“STOWAWAY” My rating: B- (Netflix)
116 minutes | No MPAA rating
The sci-fi entry “Stowaway” has been so well mounted and incisively acted that it almost convinces itself — and us — that it has something important on its mind.
It’s not until it’s all over that you recognize plot holes big enough to drive a Death Star through.
Director Joe Penna’s space opera centers on a head-scratchingly unlikely occurrence. In the near future, a three-astronaut flight to Mars is jeopardized with the discovery of a fourth person on board. This interstellar hitchhiker so stresses the vessel’s life-support system that everyone’s survival is in doubt.
Which raises the uncomfortable question: Who should die so that at least one or two of the travelers can complete their mission to the Red Planet?
Penna and co-writer Ryan Morrison root their film in a workaday reality.
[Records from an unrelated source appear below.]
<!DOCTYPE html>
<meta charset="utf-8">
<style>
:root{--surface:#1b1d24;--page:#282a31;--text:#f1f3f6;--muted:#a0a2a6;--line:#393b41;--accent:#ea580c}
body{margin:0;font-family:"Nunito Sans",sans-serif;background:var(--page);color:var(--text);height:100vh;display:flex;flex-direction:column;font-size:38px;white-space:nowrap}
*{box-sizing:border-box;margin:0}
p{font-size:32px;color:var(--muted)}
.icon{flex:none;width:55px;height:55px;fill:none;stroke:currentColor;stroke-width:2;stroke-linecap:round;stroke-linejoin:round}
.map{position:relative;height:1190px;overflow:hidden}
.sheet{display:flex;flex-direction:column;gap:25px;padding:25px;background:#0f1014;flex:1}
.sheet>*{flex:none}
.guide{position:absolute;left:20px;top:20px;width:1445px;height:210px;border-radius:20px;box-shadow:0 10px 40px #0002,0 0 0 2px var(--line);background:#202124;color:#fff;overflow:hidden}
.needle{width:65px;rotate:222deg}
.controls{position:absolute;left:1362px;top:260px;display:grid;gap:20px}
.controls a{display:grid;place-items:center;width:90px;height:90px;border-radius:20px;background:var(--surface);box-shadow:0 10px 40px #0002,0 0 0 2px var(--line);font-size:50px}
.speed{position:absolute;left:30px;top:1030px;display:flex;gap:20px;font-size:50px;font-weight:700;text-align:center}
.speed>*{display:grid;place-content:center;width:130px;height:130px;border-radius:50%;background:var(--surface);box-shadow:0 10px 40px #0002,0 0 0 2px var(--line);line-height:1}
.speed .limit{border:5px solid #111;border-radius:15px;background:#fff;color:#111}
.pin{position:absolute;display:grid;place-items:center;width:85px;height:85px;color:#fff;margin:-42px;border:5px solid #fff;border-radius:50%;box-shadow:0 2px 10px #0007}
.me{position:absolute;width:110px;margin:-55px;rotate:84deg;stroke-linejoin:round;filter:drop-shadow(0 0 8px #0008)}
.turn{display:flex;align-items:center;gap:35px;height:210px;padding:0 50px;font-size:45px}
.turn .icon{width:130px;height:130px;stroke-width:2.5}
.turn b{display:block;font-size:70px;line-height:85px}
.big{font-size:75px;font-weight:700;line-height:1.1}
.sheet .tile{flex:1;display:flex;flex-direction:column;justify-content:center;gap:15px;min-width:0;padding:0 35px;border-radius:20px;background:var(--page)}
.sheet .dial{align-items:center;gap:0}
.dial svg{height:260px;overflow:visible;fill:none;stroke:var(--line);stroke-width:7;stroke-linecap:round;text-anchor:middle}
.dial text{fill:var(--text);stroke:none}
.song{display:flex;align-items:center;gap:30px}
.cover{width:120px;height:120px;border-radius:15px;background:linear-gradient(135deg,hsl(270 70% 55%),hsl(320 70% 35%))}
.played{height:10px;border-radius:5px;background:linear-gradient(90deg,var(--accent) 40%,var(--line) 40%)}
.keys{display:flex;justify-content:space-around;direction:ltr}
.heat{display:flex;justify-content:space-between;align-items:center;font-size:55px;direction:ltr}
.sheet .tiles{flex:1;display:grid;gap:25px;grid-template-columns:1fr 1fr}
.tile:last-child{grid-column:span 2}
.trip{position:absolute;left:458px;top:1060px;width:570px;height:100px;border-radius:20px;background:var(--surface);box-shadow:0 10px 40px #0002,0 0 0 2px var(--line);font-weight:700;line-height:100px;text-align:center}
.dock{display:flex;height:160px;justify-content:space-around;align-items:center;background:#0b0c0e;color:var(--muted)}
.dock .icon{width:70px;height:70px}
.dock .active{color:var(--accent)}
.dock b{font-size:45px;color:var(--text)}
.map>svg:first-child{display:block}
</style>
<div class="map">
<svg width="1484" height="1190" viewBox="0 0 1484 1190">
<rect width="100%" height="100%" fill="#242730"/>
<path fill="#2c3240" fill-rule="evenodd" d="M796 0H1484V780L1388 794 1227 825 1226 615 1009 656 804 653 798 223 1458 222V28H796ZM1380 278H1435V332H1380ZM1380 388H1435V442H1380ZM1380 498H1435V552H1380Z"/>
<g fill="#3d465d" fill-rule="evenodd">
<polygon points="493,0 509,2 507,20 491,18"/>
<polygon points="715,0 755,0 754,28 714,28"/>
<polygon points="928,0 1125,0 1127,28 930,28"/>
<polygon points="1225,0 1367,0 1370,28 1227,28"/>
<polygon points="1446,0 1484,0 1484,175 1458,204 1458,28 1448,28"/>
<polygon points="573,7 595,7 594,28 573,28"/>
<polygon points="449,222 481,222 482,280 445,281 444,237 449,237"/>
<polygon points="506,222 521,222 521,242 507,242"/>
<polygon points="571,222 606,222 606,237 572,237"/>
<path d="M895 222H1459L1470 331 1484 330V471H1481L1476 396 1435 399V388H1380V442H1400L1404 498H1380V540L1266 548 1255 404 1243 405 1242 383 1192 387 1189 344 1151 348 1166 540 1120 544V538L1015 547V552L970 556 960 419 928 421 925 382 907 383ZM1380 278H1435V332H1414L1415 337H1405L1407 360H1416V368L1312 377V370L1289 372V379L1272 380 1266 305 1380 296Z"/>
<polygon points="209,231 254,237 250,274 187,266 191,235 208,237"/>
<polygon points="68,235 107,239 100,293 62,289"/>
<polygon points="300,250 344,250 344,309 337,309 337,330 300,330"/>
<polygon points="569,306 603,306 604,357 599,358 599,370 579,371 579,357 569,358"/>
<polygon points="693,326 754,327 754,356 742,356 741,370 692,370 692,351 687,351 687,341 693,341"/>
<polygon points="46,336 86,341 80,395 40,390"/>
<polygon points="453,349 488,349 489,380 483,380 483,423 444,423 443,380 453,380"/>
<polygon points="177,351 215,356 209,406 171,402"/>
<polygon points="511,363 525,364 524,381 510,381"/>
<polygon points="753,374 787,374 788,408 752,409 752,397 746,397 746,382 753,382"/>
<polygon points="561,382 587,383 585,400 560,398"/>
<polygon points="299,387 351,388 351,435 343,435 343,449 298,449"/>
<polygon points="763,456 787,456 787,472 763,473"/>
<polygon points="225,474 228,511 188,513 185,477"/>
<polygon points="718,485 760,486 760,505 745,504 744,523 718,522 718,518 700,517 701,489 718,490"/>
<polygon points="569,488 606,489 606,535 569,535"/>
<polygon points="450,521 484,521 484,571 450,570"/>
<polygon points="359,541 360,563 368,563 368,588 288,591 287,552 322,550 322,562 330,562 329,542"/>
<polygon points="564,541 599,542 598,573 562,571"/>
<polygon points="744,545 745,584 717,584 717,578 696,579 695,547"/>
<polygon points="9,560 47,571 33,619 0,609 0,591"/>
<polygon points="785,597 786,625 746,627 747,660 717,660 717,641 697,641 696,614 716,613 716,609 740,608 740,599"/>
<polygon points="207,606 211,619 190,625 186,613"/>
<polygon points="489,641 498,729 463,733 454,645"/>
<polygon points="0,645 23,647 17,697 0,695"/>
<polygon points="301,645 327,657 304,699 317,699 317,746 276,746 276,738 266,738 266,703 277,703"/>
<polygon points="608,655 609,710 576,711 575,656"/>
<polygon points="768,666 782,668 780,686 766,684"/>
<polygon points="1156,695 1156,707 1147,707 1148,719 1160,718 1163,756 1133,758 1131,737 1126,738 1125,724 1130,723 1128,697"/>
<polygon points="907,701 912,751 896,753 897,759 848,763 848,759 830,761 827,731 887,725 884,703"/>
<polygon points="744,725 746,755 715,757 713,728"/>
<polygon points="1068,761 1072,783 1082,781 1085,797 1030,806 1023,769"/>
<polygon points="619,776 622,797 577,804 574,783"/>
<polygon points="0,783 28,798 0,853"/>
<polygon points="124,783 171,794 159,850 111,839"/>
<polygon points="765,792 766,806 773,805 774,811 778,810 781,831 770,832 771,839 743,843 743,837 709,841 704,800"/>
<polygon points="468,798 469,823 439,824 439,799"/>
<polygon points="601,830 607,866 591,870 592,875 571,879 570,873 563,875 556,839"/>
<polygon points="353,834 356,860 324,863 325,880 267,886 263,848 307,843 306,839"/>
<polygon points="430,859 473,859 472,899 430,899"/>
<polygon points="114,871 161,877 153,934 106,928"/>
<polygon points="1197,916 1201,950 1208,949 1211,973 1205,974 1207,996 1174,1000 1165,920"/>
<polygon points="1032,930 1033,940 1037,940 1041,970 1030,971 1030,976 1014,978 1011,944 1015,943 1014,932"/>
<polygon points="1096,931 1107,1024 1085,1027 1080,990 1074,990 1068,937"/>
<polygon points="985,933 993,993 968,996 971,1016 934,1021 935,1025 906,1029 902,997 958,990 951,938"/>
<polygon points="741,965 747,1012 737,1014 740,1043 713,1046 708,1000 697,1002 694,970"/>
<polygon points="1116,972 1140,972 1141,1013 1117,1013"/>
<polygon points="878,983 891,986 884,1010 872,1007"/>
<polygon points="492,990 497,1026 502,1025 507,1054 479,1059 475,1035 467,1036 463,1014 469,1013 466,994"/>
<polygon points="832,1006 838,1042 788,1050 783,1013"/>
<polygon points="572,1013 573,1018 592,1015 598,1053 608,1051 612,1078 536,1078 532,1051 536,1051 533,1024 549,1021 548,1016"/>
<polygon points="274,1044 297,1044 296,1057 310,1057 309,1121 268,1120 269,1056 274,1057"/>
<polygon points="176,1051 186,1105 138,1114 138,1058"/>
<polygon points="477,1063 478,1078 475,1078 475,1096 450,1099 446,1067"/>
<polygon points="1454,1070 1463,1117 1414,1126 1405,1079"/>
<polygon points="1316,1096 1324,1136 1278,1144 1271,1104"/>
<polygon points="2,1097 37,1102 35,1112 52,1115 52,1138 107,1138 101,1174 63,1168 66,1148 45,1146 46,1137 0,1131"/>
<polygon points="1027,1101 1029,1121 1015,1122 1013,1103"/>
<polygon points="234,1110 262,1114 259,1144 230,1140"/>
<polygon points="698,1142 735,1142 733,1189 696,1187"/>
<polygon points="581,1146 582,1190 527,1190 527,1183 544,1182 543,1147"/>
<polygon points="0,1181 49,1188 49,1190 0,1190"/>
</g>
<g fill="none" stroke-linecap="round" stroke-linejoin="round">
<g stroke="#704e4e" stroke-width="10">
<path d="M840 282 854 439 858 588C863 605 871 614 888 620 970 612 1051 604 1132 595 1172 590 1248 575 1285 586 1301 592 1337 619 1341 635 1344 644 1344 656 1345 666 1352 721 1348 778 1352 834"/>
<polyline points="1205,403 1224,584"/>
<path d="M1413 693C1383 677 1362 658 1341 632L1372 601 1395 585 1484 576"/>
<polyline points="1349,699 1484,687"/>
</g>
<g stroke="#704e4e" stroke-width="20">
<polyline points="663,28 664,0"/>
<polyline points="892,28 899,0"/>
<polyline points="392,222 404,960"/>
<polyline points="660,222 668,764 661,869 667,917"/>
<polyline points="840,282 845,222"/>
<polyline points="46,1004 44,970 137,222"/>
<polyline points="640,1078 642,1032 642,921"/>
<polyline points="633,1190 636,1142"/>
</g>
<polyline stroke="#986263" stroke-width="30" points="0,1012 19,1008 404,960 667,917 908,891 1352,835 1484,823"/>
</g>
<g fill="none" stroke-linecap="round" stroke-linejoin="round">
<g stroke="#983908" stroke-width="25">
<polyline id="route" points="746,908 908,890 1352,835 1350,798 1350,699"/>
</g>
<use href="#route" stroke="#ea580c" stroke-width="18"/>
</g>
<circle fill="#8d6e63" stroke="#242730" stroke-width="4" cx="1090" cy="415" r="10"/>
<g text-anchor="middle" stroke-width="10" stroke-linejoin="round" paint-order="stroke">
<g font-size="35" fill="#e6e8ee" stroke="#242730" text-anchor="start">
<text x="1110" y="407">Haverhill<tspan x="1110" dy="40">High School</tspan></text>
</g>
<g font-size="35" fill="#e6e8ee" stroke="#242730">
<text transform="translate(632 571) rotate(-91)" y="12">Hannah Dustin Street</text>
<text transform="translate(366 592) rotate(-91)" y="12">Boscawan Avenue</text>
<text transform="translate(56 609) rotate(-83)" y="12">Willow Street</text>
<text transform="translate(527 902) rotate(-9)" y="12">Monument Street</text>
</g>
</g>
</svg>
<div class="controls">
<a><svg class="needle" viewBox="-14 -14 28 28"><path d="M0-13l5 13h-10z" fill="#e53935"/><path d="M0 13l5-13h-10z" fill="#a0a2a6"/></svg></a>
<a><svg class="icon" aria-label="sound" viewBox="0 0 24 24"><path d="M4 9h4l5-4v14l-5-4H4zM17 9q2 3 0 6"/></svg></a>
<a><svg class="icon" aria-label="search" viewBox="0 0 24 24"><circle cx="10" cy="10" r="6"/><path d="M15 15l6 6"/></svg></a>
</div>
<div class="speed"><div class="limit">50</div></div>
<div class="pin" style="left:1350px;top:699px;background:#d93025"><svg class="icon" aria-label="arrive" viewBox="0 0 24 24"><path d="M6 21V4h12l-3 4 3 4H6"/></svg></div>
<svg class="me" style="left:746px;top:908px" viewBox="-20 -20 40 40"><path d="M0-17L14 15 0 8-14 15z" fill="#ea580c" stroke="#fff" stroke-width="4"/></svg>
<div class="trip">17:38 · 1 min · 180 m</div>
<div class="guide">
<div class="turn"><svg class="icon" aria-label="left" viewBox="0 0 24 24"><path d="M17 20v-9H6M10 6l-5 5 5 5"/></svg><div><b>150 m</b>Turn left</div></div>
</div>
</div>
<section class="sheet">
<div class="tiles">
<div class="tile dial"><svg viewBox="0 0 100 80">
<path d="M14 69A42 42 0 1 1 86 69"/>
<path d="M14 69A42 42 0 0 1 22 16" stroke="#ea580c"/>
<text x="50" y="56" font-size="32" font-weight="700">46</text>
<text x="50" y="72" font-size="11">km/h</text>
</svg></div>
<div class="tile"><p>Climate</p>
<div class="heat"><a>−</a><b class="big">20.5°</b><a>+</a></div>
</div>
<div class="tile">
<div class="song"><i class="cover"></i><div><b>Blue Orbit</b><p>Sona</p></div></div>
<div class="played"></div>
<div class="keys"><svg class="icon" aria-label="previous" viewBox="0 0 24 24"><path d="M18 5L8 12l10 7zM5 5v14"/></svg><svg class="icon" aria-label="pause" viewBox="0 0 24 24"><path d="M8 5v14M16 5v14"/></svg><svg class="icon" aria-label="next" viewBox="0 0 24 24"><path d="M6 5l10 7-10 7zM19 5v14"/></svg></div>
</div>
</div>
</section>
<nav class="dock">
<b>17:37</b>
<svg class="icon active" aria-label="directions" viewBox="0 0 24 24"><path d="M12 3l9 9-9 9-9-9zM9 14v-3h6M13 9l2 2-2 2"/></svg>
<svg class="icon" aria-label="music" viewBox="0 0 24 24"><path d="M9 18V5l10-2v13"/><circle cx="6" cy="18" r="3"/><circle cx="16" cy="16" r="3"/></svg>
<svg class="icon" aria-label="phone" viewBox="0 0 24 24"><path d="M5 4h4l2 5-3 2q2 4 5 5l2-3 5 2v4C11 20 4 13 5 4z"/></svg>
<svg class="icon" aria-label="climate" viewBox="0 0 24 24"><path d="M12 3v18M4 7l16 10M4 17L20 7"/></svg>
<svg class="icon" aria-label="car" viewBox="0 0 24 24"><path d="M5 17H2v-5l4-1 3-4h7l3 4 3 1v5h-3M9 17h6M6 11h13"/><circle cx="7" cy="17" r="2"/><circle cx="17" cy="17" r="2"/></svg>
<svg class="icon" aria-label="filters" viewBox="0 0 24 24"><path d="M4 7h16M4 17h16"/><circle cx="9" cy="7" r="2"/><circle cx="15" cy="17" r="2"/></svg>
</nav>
The three astronauts (they’re portrayed by Anna Kendrick, Toni Collette and Daniel Dae Kim) exhibit the sort of competent blandness one expects of today’s space explorers (they’re considerably more professional than the wild-man test-pilot types of the early Mercury missions).
Their ship’s interior feels uncomfortably like a utility tunnel lined with haphazardly with electronic equipment. No stylish futurism here.
And while the astronauts often communicate with their support staff on Earth, we only hear the spacemen’s side of the conversation…they’re wearing headsets and we’re not privy to what the guys back home are saying.
This makes for a slowly building sense of isolation and claustrophobia.